Başbakan Ahmet Davutoğlu’nun, seçimin ardından mevcut
siyasal aritmetiği en iyi okuyan lider olduğunu düşünüyorum.
Öncelikle duruşunu hiç değiştirmedi. Muhalefet bloku diye bir blok
olmadığını iyi analiz etti. Yeni bir seçime gidilmesinin faydasız
ve partisine zarar verebileceğini gördü. Mutlak iktidar şansını
kaybeden bir lider olduğu gerçeğini içine sindirdi. Ve yeni bir
seçimde tablonun aynı çıkması durumunda partisinin artık
durdurulamayacak bir inişe geçebileceği realitesine uygun bir
politika izlemeye başladı.
Topluma da AK Parti’nin içinde olmadığı bir koalisyon
kurulamayacağını kabul ettirdi. Gelinen nokta şudur: Hükümet
turları başlayacak. Davutoğlu çok değil 10 gün öncesine göre CHP
ile bir koalisyonu kendi kitlesine kabul ettirecek seviyeye ulaştı.

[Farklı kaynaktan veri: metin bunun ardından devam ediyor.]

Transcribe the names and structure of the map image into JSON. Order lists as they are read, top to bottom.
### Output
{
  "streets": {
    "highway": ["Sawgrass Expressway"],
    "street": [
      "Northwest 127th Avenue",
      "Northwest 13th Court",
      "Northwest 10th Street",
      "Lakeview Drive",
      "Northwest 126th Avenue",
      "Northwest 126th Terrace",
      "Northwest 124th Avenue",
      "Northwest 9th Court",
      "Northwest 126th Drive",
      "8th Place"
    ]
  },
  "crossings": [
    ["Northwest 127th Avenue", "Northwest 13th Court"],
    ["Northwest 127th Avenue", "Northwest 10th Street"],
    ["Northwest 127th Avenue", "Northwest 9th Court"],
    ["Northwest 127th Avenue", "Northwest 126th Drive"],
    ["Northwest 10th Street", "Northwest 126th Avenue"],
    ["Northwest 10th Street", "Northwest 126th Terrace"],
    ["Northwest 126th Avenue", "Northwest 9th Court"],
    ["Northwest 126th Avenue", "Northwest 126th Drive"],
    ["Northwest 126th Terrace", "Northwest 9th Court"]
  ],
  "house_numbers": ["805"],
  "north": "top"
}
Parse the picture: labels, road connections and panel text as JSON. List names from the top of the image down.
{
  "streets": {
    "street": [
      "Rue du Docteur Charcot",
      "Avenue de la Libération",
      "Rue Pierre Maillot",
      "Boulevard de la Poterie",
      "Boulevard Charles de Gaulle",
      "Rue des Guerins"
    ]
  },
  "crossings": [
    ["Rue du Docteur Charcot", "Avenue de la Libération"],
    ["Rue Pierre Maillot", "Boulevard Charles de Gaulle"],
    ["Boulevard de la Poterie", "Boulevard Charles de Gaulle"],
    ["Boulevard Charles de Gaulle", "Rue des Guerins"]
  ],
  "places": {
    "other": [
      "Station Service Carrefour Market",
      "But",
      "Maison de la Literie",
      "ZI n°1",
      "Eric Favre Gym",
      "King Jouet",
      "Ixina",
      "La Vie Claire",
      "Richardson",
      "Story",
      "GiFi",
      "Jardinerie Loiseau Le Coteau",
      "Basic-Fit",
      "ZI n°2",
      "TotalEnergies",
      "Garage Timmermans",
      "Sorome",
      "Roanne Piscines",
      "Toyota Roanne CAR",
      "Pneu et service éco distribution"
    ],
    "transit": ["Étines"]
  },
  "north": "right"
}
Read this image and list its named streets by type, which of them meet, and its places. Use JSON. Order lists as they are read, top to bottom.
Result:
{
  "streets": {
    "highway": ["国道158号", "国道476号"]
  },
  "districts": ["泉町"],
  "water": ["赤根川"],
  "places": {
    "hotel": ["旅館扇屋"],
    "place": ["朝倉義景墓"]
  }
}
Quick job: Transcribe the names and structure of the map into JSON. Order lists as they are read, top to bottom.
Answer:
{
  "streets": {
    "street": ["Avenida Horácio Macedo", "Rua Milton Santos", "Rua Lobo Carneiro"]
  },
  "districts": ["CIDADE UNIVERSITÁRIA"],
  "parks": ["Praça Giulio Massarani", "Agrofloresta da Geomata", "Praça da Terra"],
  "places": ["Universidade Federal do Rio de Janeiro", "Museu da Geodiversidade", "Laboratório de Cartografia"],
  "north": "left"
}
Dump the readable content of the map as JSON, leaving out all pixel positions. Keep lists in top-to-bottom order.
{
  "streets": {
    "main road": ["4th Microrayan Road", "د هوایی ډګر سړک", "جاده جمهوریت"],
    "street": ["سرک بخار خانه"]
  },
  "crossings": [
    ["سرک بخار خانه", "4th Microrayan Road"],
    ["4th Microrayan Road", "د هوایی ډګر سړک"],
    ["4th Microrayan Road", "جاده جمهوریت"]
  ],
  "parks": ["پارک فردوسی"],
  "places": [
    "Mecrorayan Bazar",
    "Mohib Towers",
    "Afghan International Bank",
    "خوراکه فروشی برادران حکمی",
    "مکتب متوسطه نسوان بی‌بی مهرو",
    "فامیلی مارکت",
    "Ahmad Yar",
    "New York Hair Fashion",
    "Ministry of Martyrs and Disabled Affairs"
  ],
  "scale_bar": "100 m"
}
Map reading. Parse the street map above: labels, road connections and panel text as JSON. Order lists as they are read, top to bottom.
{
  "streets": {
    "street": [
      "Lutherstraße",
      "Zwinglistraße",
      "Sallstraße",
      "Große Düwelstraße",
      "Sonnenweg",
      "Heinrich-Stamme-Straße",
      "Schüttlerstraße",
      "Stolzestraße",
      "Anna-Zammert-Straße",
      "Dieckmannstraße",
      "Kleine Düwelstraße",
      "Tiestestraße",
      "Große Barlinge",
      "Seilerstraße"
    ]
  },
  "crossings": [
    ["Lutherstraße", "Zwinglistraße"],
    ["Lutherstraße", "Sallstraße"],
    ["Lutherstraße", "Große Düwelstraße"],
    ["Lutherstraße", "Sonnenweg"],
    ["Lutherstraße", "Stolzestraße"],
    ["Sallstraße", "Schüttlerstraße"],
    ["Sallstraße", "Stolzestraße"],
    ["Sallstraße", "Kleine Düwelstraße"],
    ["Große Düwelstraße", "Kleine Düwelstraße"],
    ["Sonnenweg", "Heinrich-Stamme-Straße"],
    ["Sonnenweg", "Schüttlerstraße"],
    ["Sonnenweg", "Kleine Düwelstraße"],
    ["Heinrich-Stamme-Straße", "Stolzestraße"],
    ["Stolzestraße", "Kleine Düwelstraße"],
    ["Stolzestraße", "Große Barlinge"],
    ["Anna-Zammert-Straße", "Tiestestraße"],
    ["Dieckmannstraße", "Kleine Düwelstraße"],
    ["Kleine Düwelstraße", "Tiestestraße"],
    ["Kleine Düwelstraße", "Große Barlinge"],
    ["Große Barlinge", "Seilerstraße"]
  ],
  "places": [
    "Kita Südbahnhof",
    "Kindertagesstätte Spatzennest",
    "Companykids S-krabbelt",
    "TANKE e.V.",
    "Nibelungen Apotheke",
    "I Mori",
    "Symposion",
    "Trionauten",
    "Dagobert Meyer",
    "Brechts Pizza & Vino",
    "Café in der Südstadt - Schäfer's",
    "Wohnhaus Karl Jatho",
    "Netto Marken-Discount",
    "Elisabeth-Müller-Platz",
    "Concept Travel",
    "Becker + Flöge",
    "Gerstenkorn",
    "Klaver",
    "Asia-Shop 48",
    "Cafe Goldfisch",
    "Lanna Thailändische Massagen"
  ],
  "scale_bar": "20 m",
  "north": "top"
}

Olur, olmaz bilemem. Ama koalisyon olursa parti tabanında güçlü bir
itiraz çıkmayacak kadar “Doğru hesap yapmıştır” duygusunu
oluşturdu.
Bu arada Cumhurbaşkanı Erdoğan’ın görevlendirmeyi bu kadar geç
yapmasının nedenini bilmiyorum. Sonuçları ise isabetli oldu. Bu
süreç tüm partilere kendi tabanlarını ikna etme, durumu gerçekçi
olarak değerlendirme imkânı sağladı. Zaman kıymetli
kullanıldı...
BARANSU VE KARACA SERBEST BIRAKILMALI
Oldu mu sevgili arkadaşlar. Bana “Bu konuda neden yazmıyorsun?” diyenler, oldu mu? En ufak bir şüphem yok. Mehmet Baransu ve Hidayet Karaca ile hiç tanışmadım. Baransu’nun Balyoz davasındaki yaklaşımlarını da sorunlu ve takıntılı buluyordum. Askeri vesayetle mücadelenin bir cadı avına dönüşmesi konusunda gayretli ve ateşe odun taşımaktan çekinmeyen bir gazeteci olmasını içime hiç sindiremedim. Bir gazetecinin, sevmediği insanlar ya da demokrasi düşmanı olarak gördüğü kesimler için dileyebileceği en kötü şeyin hukuk içinde hesaplaşma olacağına inananlardanım.